I knew right away that I had to wow the kid. Nothing says “wow” quite like Art Balthazar and Franco. This magical creative team has produced many outstanding kid-friendly comic books, but none so unbelievably fun as Tiny Titans. Published as 50 monthly issues by DC Comics and collected in readily available softcover books, Tiny Titans features kid versions of practically every character to ever grace the pages of seminal superhero comic Teen Titans. Robin, Batgirl, Wonder Girl, Cyborg, Starfire and all their friends attend Sidekick City Elementary School, have short adventures, meet for play dates, and just generally have an awesome fun time. Full of gimmicks, puns and kooky jokes, Tiny Titans pulls out all the stops to entertain the kids but never forgets that adults are the ones buying the books for them. Whether the team inexplicably change into monkeys for an issue or just wear berets and round up penguins loose from the Batcave, there are hilarious antics in every story that will delight little girls (or boys) and grown-ups alike.

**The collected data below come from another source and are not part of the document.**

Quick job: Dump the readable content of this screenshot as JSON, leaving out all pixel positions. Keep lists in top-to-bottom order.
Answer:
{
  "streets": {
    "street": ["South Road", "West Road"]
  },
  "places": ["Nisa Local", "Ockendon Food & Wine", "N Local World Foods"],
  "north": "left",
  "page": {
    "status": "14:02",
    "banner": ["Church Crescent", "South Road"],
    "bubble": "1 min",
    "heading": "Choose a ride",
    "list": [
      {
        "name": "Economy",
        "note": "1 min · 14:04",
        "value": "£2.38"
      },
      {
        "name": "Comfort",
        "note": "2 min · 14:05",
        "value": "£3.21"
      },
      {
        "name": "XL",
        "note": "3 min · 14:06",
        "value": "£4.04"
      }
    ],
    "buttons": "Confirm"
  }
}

In fact, savvy comic book fans will find in-jokes peppered throughout the series, such as young Wonder Girl discovering her “secret orange.” Every issue introduces at least one additional hero to the cast, opening up a world of characters and possibilities for your little girl to fall in love with. As far as introductions to the world of superheroes go, I really don’t think one can do better. And for beginning readers, Art Balthazar also contributes to a series of DC Super Pets books that have already received rave reviews from more than one of my nieces. The plan is coming together well.
Now we’re getting into less pliable territory, as I find it much more difficult to tell an eight year-old girl what to like and have them not just roll their eyes in response. “Why would I like what you like, Uncle Matt? You’re old. . . like twenty!” Torn between feeling flattered and devastated, I soldier on with a book that’s already been vetted by a kid.
Published by the Icon imprint at Marvel Comics, Takio is the brainchild of Powers creative team Brian Michael Bendis and Mike Oeming, with byline earning assist from Brian’s young daughter Olivia. Takio introduces Taki and Olivia, sisters in a blended race family with a single mother, who get super-powers after getting caught in a mysterious explosion. Olivia (age 7) immediately wants to don tights and become a superhero, while Taki (age 13) remains much more skeptical of their developing Kung Fu Telekinesis Yes, you read it. Kung Fu Telekinesis. Rising from this accident is also Taki’s best friend Kelly Sue, who seems destined to become an archenemy of sorts to the lead actors. What results from this brilliant casting is a book that sounds more real and honest to me than any other depiction of girls today.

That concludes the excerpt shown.